### Exercise requirements
Search the material for the word "grid" and copy each line that holds it.

--- Information shown ---

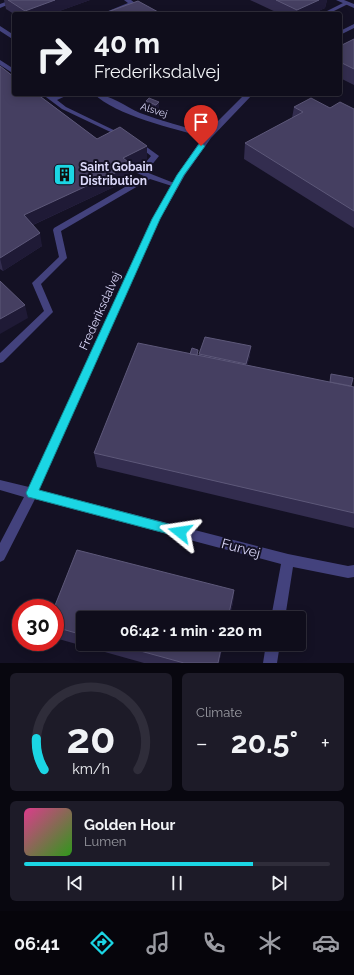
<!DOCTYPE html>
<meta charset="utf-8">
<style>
:root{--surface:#0f0d1b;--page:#1d1b28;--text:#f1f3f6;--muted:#9b9ca3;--line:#2f2d3a;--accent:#1bd6e4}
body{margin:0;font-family:Raleway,sans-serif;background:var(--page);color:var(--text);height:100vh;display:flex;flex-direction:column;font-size:15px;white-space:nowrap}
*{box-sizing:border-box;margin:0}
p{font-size:13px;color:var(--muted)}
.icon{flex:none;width:22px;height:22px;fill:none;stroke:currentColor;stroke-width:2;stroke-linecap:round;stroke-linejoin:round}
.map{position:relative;height:663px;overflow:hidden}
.sheet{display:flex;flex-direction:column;gap:10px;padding:10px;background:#08070f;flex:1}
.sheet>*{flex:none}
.top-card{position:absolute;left:12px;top:12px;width:330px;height:84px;border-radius:4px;box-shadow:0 2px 10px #0003,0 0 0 1px var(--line);background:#0f0d1b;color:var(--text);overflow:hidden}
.speed{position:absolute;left:12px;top:599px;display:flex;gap:8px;font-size:20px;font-weight:700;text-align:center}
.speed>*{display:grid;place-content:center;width:52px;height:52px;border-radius:50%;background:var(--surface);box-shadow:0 2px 10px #0003,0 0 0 1px var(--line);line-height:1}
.speed .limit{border:6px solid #d22;background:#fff;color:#111}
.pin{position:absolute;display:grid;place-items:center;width:34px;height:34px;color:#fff;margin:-41px -17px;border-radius:50% 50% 50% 0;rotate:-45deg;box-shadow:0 0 4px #0007}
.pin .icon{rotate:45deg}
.me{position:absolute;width:44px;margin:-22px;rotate:285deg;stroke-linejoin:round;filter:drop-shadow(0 0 3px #0008)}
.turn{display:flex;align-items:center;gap:14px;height:84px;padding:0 16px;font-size:18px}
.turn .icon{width:52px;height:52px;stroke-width:2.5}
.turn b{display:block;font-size:28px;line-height:34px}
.big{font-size:30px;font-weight:700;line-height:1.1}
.sheet .card{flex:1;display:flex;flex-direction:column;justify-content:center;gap:6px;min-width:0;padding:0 14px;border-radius:6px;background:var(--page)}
.sheet .dial{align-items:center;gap:0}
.dial svg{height:104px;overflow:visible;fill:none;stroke:var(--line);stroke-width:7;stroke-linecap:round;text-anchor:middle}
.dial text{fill:var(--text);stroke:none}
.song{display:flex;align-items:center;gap:12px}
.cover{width:48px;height:48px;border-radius:6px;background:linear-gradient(135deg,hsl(330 70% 55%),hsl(110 70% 35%))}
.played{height:4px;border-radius:2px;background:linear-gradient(90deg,var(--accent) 75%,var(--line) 75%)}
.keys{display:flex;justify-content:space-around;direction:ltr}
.heat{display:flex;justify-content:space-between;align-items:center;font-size:22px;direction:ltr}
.sheet .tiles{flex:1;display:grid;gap:10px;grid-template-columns:1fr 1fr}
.card:last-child{grid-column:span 2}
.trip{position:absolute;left:76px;top:611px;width:230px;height:40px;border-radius:4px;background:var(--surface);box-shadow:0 2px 10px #0003,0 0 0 1px var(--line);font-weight:700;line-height:40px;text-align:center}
.menu{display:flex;height:64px;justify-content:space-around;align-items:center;background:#06050b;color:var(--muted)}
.menu .icon{width:28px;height:28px}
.menu .selected{color:var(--accent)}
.menu b{font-size:18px;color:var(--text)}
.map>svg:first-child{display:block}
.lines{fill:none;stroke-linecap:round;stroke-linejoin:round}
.service{fill:#43427d;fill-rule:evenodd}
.minor{fill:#43427d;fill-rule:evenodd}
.wall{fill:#332d4f}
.shaded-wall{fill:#1f1a36}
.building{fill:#453f61;stroke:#5d5879}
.route{fill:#1bd6e4;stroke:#128b94}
.labels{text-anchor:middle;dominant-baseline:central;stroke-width:4;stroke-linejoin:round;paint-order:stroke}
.far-street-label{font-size:10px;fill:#dcd9fa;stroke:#141124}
.poi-label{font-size:12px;font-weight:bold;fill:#dcd9fa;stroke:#141124;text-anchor:start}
.street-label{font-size:12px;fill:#dcd9fa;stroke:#141124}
.near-street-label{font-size:14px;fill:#dcd9fa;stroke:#141124}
</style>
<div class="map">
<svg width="354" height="663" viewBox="0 0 354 663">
<rect width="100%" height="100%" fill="#141124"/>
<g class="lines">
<g class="service">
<path d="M11,0H19L0,8V4Z"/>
<path d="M124,0H131L135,3L109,14H101L128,3Z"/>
<path d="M345,2L350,3L328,14H321Z"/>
<path d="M0,60L14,69V74L0,65Z"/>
<path d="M42,94H49L53,97L61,94H70L57,100L66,107L126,136L123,138L121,137L62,109Z"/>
<path d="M137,140L159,156L146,172L179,185L175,187L150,179L61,231L67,258L41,284L53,312L3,362L0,363V353L44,311L32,283L59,257L53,230L54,228L144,176L137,173L151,156L135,143L134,142Z"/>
</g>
<g class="minor">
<path d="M336,0H344L354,4V8Z"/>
<path d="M354,24V28L340,35V31Z"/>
<path d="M0,26L14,35V40L0,31Z"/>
<path d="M94,94C110,94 126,107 140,113C162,121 184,127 206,133L245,94H253L211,138L185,175L160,219L39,490L288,554L348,566L354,565V577L348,578L293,567L285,618H271L281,564L35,499L4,560L0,562V543L24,497L0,490V480L29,487L152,219L177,175L203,137C175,129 115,115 94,94Z"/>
<path d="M266,644H280L277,663H263Z"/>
</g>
</g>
<g class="wall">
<path d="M4,0H90L51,14H14L6,9Z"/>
<path d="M250,0H327L325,8L312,14H280Z"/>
<path d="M354,39V85L340,78V46Z"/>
<path d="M0,66L97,139L147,146V159L133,166V178L33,225L42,246L3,271L0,269Z"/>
<path d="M149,98L159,107L156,110L146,105V101Z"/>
<path d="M294,107L330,108L354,109V228L244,159L245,143L292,118Z"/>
<path d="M199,354L250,356L247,365L354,387V528L97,467L94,453L199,355Z"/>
<path d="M234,590L233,603L229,618H83V644H223L219,663H144L55,638V608Z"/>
</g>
<g class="shaded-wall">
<path d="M55,0H90L51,14H26L25,11Z"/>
<path d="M319,0H327L325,8L312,14H297V10Z"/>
<path d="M159,102V107L156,110V105Z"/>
<path d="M147,146V159L133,166V178L26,228L24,215L123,158Z"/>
<path d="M40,233L42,246L3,271L0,258Z"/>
<path d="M25,305L28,318L0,334V319Z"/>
<path d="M251,346L250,356L245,373L246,364Z"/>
<path d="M234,590L233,603L229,618H228Z"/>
<path d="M222,644H223L219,663H218Z"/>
</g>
<g class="building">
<path d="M8,0H55L25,11Z"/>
<path d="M276,0H319L297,10Z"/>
<path d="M138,1L160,13L158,14H102Z"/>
<path d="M354,39V69L340,62V46Z"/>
<path d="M0,66L14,77V94H37L97,139L120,127L147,146L123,158L132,165L24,215L40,233L0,258Z"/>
<path d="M149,98L159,102L156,105L146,101Z"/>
<path d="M311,98L330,108L340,102L354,109V211L245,143L303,112L294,107Z"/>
<path d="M0,281L25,305L0,319Z"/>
<path d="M205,337L251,346L246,364L199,354Z"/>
<path d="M138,343L354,387V513L94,453Z"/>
<path d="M192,348L198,350L197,355L190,354Z"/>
<path d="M331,374L353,378L351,386L330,382Z"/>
<path d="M77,550L234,590L228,618H83V635L55,627V608H54Z"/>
<path d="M115,644H222L218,663H184Z"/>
</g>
<path class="route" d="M201,143L205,146L184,175L160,219L39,490L180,527L184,528L186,532L184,536L180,537L32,498L28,497L26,493L152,219L177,175L199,144Z"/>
<defs>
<symbol id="building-square" viewBox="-11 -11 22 22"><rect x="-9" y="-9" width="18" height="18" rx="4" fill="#1bd6e4" stroke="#141124"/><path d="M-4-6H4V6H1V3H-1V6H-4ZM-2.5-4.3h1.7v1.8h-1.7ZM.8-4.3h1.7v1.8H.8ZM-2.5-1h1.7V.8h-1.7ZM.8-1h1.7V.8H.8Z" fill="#111"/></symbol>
</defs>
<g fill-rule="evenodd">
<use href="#building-square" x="52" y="162" width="25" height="25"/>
</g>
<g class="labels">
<g class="far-street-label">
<text transform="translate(154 110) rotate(17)">Alsvej</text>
</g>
<g class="poi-label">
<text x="80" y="167">Saint Gobain<tspan x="80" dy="14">Distribution</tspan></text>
</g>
<g class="street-label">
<text transform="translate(100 311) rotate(-66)">Frederiksdalvej</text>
</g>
<g class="near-street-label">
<text transform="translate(241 548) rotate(15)">Furvej</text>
</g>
</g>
</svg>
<div class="speed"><div class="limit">30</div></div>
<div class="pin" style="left:201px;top:146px;background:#d93025"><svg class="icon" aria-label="arrive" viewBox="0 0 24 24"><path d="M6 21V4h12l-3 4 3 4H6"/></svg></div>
<svg class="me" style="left:180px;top:532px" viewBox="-20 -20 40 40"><path d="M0-17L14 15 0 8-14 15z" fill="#1bd6e4" stroke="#fff" stroke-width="4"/></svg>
<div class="trip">06:42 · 1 min · 220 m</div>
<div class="top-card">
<div class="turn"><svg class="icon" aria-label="right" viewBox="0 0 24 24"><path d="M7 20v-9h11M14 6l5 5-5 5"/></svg><div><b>40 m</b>Frederiksdalvej</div></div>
</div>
</div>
<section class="sheet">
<div class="tiles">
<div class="card dial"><svg viewBox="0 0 100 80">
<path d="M14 69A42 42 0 1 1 86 69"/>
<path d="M14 69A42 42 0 0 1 8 45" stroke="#1bd6e4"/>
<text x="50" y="56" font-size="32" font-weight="700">20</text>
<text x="50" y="72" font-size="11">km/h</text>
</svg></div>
<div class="card"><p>Climate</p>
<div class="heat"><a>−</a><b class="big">20.5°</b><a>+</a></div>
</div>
<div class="card">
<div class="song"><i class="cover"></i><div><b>Golden Hour</b><p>Lumen</p></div></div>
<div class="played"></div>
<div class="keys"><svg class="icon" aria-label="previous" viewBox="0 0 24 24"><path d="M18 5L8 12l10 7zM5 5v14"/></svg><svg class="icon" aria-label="pause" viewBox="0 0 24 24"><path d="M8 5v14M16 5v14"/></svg><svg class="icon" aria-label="next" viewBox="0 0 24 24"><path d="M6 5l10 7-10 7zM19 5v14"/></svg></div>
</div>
</div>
</section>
<nav class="menu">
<b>06:41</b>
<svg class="icon selected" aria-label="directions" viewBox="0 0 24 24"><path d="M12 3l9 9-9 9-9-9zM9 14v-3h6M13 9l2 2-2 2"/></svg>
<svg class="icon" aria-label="music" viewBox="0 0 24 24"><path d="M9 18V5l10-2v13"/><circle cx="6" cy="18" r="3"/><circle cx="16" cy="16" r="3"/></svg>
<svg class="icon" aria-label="phone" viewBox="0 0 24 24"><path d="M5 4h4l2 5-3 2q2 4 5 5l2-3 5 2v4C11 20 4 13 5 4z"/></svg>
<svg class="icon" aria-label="climate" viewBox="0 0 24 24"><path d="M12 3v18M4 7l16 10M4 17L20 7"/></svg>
<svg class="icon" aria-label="car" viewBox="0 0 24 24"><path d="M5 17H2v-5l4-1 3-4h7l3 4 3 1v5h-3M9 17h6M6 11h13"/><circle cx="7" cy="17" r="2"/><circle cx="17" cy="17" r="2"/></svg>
</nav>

---

### Answer below
.speed>*{display:grid;place-content:center;width:52px;height:52px;border-radius:50%;background:var(--surface);box-shadow:0 2px 10px #0003,0 0 0 1px var(--line);line-height:1}
.pin{position:absolute;display:grid;place-items:center;width:34px;height:34px;color:#fff;margin:-41px -17px;border-radius:50% 50% 50% 0;rotate:-45deg;box-shadow:0 0 4px #0007}
.sheet .tiles{flex:1;display:grid;gap:10px;grid-template-columns:1fr 1fr}
.card:last-child{grid-column:span 2}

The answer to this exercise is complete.